What makes you assume that human ontology is maximal? Kant surely did not. He assumed we are bound by the forms of intuition to almost always merely approximate reality, whereas a divine being would be able to know a deeper reality more directly. Presumably a semi-divine being would see some intermediate approximation much better than what we might attain.
I would claim that we are even more restricted by our biology than he imagined. Our physics is starting to show us a reality where we have a very hard time going. They are basically the same places Kant imagined we would find walls.
- We cannot avoid thinking sequentially despite that our own thought processes are not sequential but parallel, so we are failing to even leverage what we have been given.
- We cannot dispel the illusion of space, despite experimental evidence it ultimately fails us. Arguments around space at the Planck length are bizarre, because they have to use continuous curves, but the whole idea is that space is discontinuous there.

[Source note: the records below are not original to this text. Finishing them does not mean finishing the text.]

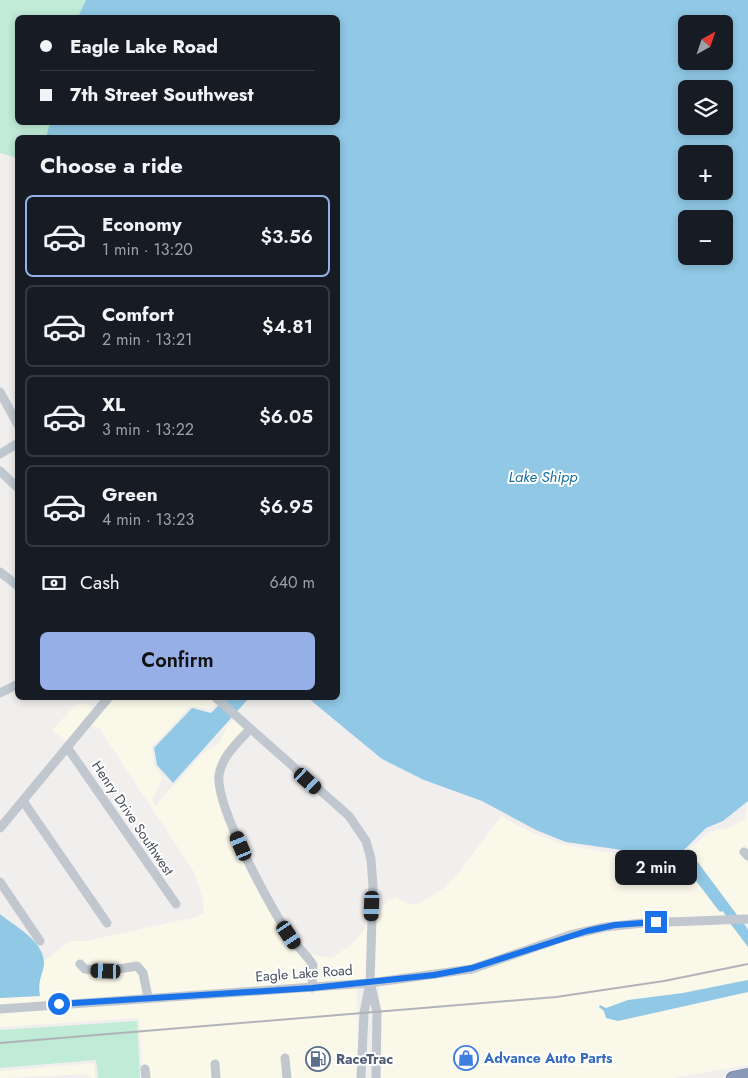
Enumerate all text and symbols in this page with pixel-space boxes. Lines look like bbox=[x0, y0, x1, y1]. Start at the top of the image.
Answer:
north arrow bbox=[678, 15, 732, 70]
map controls bbox=[678, 15, 733, 265]
text: Eagle Lake Road bbox=[70, 33, 218, 60]
button: layers bbox=[678, 80, 733, 135]
text: 7th Street Southwest bbox=[70, 81, 254, 108]
button: + bbox=[678, 145, 733, 200]
text: Choose a ride bbox=[40, 149, 183, 181]
button: − bbox=[678, 210, 733, 265]
text: Economy bbox=[102, 211, 182, 238]
icon: car bbox=[42, 214, 87, 259]
text: $3.56 bbox=[260, 223, 313, 250]
text: 1 min · 13:20 bbox=[102, 238, 193, 261]
text: Comfort bbox=[102, 301, 174, 328]
icon: car bbox=[42, 304, 87, 349]
text: $4.81 bbox=[262, 313, 313, 340]
text: 2 min · 13:21 bbox=[102, 328, 192, 351]
text: XL bbox=[102, 391, 125, 418]
icon: car bbox=[42, 394, 87, 439]
text: $6.05 bbox=[259, 403, 313, 430]
text: 3 min · 13:22 bbox=[102, 418, 194, 441]
water label: Lake Shipp bbox=[508, 466, 578, 488]
text: Green bbox=[102, 481, 158, 508]
icon: car bbox=[42, 484, 87, 529]
text: $6.95 bbox=[259, 493, 313, 520]
text: 4 min · 13:23 bbox=[102, 508, 194, 531]
icon: cash bbox=[40, 569, 68, 597]
text: Cash bbox=[80, 569, 120, 596]
text: 640 m bbox=[270, 571, 315, 594]
button: Confirm bbox=[40, 632, 315, 690]
street label: Henry Drive Southwest bbox=[87, 757, 179, 880]
car bbox=[291, 765, 324, 797]
car bbox=[228, 829, 253, 863]
callout: 2 min bbox=[615, 850, 697, 884]
text: 2 min bbox=[635, 856, 677, 879]
car bbox=[363, 891, 380, 921]
route end bbox=[645, 911, 667, 933]
car bbox=[274, 918, 303, 952]
street label: Eagle Lake Road bbox=[255, 960, 353, 986]
car bbox=[90, 963, 121, 979]
route start bbox=[48, 993, 70, 1015]
shop icon: Advance Auto Parts bbox=[453, 1045, 479, 1071]
fuel station icon: RaceTrac bbox=[305, 1046, 331, 1072]
place label: Advance Auto Parts bbox=[483, 1048, 613, 1068]
place label: RaceTrac bbox=[336, 1049, 393, 1069]

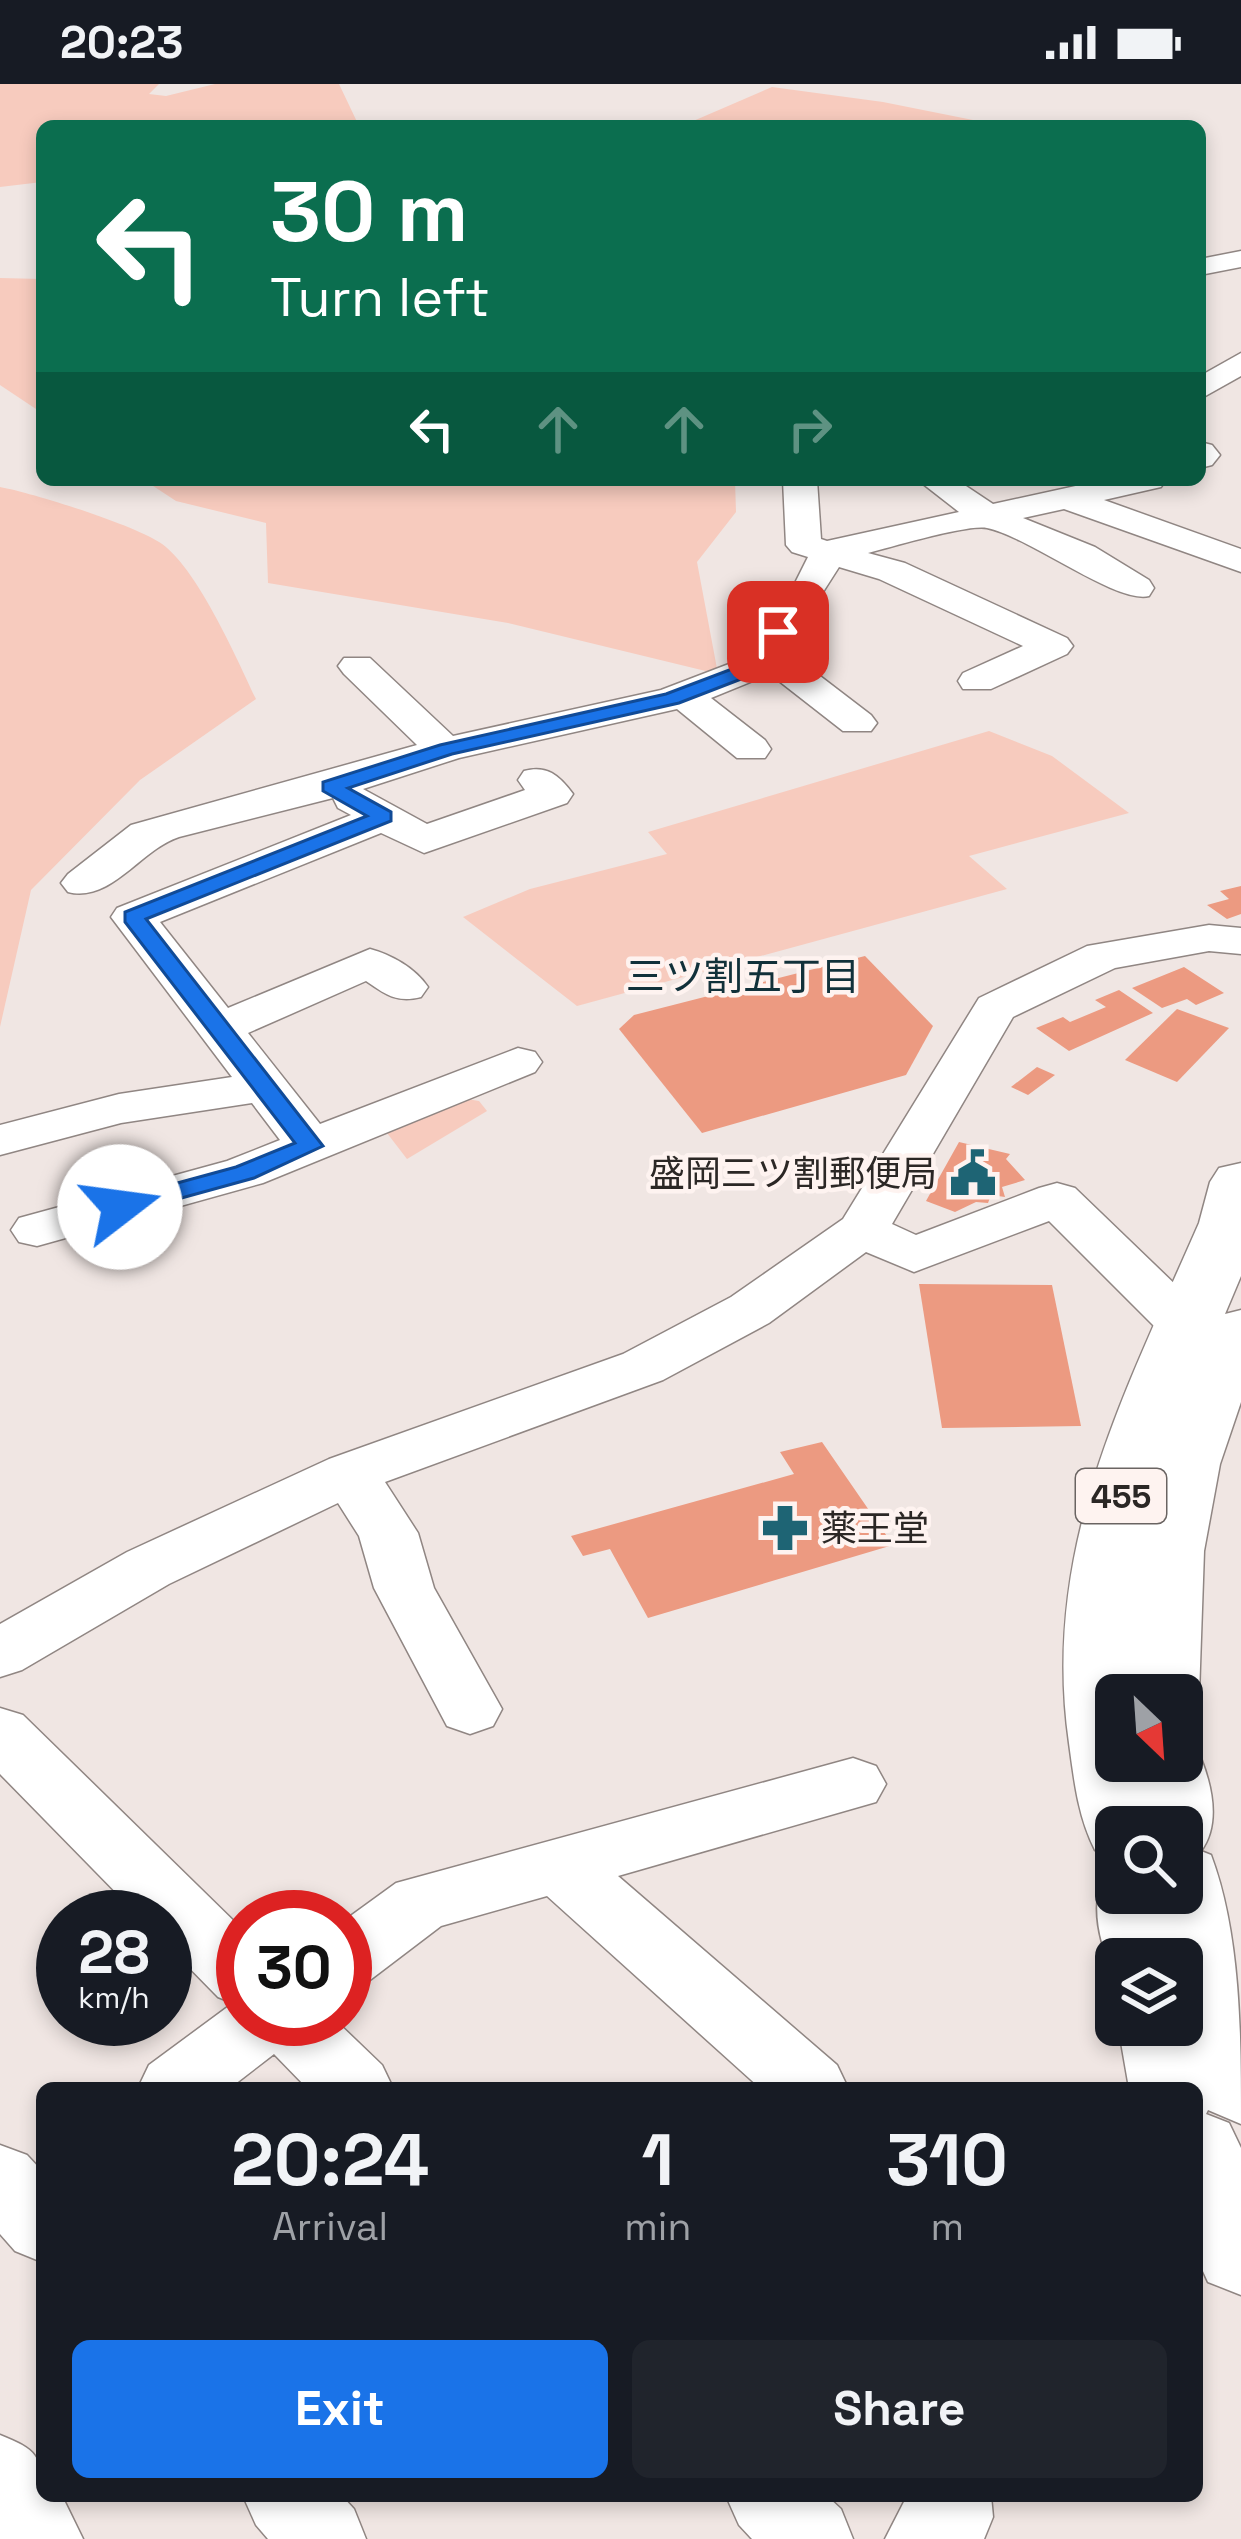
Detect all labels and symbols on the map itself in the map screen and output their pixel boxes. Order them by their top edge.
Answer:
pin [727,581,829,683]
district label: 三ツ割五丁目 [626,952,860,1001]
position arrow [57,1144,183,1270]
public building icon: 盛岡三ツ割郵便局 [948,1148,998,1198]
place label: 盛岡三ツ割郵便局 [649,1151,937,1197]
road number: 455 [1076,1469,1166,1523]
pharmacy icon: 薬王堂 [760,1503,810,1553]
place label: 薬王堂 [821,1506,929,1552]
north arrow [1095,1674,1203,1782]
speed limit sign: 30 [216,1890,372,2046]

- We don't seem to be able to dispel the notion of quantity and retain abstraction, so we have a hard time truly visualizing things we know are real, like fractional particle spin.
- We have a very hard time evading the limitations of quantification or negation, even though we can see that together they lead to logical contradictions (like Russel's paradox) -- heading down that path is just too alien, and we construct a fake playground where it is safe to talk normally, instead.
Surely we can imagine creatures that would be less hobbled by their nature. So our limitations should not be assumed to place a global limit on intelligence, since we know there are limits we are unlikely to transcend without a considerable evolutionary modification of our own capacity for visualization, while at the same time, we have good clues as to how much further specific improvements might take us.
A more meaningful analogy for many of us would be:
dog : (proximal) experience :: human : X :: ideal intellect : Reality
Where establishing X is something hard to identify, but definitely important.